C’était bien tant que je découvrais qu’ils étaient liés à Mercury. Après tout, la mémoire d’Éléanore et de Tania était vague.

Je hochai la tête et Soora fit un visage empli de curiosité.

Et, guidés par eux, nous avions continué à marcher.

Il y avait des bâtiments détruits et la fumée continuait d’augmenter, mais il semblerait qu’il n’y avait pas de pertes en vies humaines.

J’étais devenu de plus en plus curieux du motif des soldats.

Et ainsi, nous étions arrivés devant un bâtiment.

C’était un bâtiment qui n’avait pas été détruit dans l’attaque, et bien que la construction soit simple, elle était encore plus grande que les autres bâtiments.

Contrairement aux autres bâtiments qui avaient la même couleur que leurs matériaux lorsqu’ils étaient construits, il avait une couleur rouge artificielle.

« Quel est cet endroit ? »

« C’est la maison du chef du village. S’il vous plaît, attendez un moment. »

Soora était entrée à l’intérieur de cette maison.

Après un moment, les villageois s’étaient rassemblés et nous avions été entourés de loin.

Après un autre moment d’attente, elle était sortie avec une autre femme.

Elle avait aussi des cheveux dorés et des oreilles pointues.

On dirait qu’elle avait une trentaine d’années, une beauté qui avait un air adulte et pourtant composé, contrairement à Soora, Hélèna et Iris.

Elle était venue directement à moi et avait baissé la tête silencieusement.

« Je m’appelle Cima Mercury. »

« Je suis Kakeru Yuuki. Tu peux m’appeler juste Kakeru. »

« Merci beaucoup d’avoir sauvé notre village. »

« Aucun problème. »

« Je l’ai entendu de Soora. Elle a dit que vous avez vaincu des dizaines de soldats par vous-même. »

« Ce n’est vraiment pas grand-chose. »

« Quelle humble personne ! »

Je n’étais pas humble ou quelque chose dans le genre.

Cima me regarda intensément.

Elle avait regardé mon visage, mon corps, mes membres. J’avais l’impression d’être analysé.

Et après ça, elle regarda Io et Tania.

« Elles sont aussi avec vous, Kakeru... ? »

« Ce sont mes femmes. »

Quand j’avais répondu, Cima semblait un peu surprise et chuchotait « le reconnaître... aussi facilement... »

Bien que ce soit une voix très faible, je l’avais entendue clairement. Ce n’était pas comme si je devais cacher quelque chose, non ?

Après s’être rétablie de sa surprise, cette fois, Cima me lança un regard coquet.

« Bien que je veuille vous donner une récompense pour avoir sauvé notre village, comme vous pouvez le voir, nous n’avons rien de précieux. »

« Il n’y a pas... »

« La seule chose que nous pouvons donner est, quelque chose comme... ça »

Après avoir dit cela, Cima avait penché son corps contre le mien.

Elle avait appuyé son corps et avait déplacé son doigt sur ma poitrine.

{Kuku, quelle séductrice !}

Éléanore riait en s’amusant.

J’avais aussi compris.
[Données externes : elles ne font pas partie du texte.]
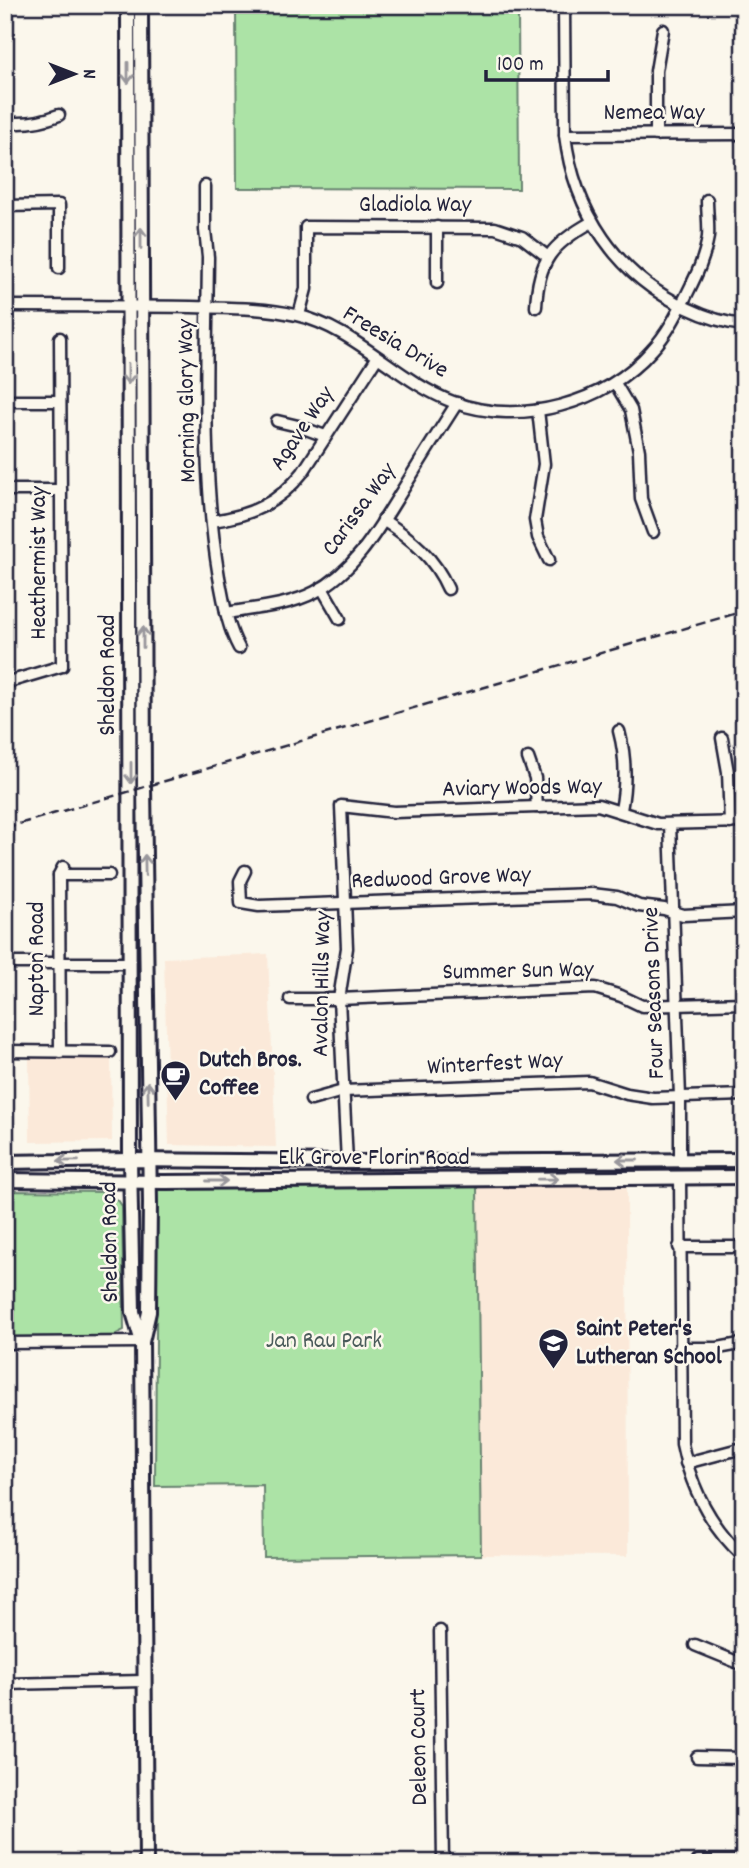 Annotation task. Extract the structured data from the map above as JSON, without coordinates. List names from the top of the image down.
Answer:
{
  "streets": {
    "main road": ["Sheldon Road", "Elk Grove Florin Road"],
    "street": [
      "Nemea Way",
      "Gladiola Way",
      "Freesia Drive",
      "Morning Glory Way",
      "Agave Way",
      "Carissa Way",
      "Heathermist Way",
      "Aviary Woods Way",
      "Redwood Grove Way",
      "Napton Road",
      "Summer Sun Way",
      "Avalon Hills Way",
      "Four Seasons Drive",
      "Winterfest Way",
      "Deleon Court"
    ]
  },
  "crossings": [
    ["Gladiola Way", "Freesia Drive"],
    ["Freesia Drive", "Morning Glory Way"],
    ["Freesia Drive", "Agave Way"],
    ["Freesia Drive", "Carissa Way"],
    ["Freesia Drive", "Sheldon Road"],
    ["Morning Glory Way", "Agave Way"],
    ["Morning Glory Way", "Carissa Way"],
    ["Sheldon Road", "Elk Grove Florin Road"],
    ["Aviary Woods Way", "Avalon Hills Way"],
    ["Aviary Woods Way", "Four Seasons Drive"],
    ["Redwood Grove Way", "Avalon Hills Way"],
    ["Redwood Grove Way", "Four Seasons Drive"],
    ["Summer Sun Way", "Avalon Hills Way"],
    ["Summer Sun Way", "Four Seasons Drive"],
    ["Avalon Hills Way", "Winterfest Way"],
    ["Avalon Hills Way", "Elk Grove Florin Road"],
    ["Four Seasons Drive", "Winterfest Way"],
    ["Four Seasons Drive", "Elk Grove Florin Road"]
  ],
  "parks": ["Jan Rau Park"],
  "places": {
    "cafe": ["Dutch Bros. Coffee"],
    "school or university": ["Saint Peter's Lutheran School"]
  },
  "scale_bar": "100 m",
  "north": "right"
}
Cima me séduisait.

Bien que je ne sois pas intéressé par les mots ou les récompenses, c’était différent si c’était ça.

Cima était belle. En plus d’avoir la beauté féerique d’une elfe, elle avait l’attrait d’une femme mature.

Si elle voulait me « remercier », alors je m’en réjouirais.

« Je vais la prendre. »

J’avais répondu rapidement.

« Si ça te va, avec elles aussi »

Cima leva la main et les femmes s’avancèrent parmi les villageois qui regardaient de loin.

Il y en avait neuf... dix si vous incluez Cima.

« Et à propos de ça ? »

« Je vais tout prendre à la fois. »

« Eh bien, entrons. »

J’avais été amené dans la maison où Cima était sortie.

« Ahh... quelle tragédie. »

« Quel est le problème ? »

J’avais entendu la voix de Soora et Io par-derrière.

« Madame Cima, et les filles qui sont venues maintenant... elles sont, euh... très fortes. »

« Elles aiment les choses osées ? »

« Oui. Chacune d’entre elles est forte, pas même dix hommes pourraient s’y opposer. »

« C’est comme ça. »

« Ahh... nous ne l’avons même pas assez remercié pour avoir sauvé le village. Si cela continue, ce sera vraiment une tragédie. »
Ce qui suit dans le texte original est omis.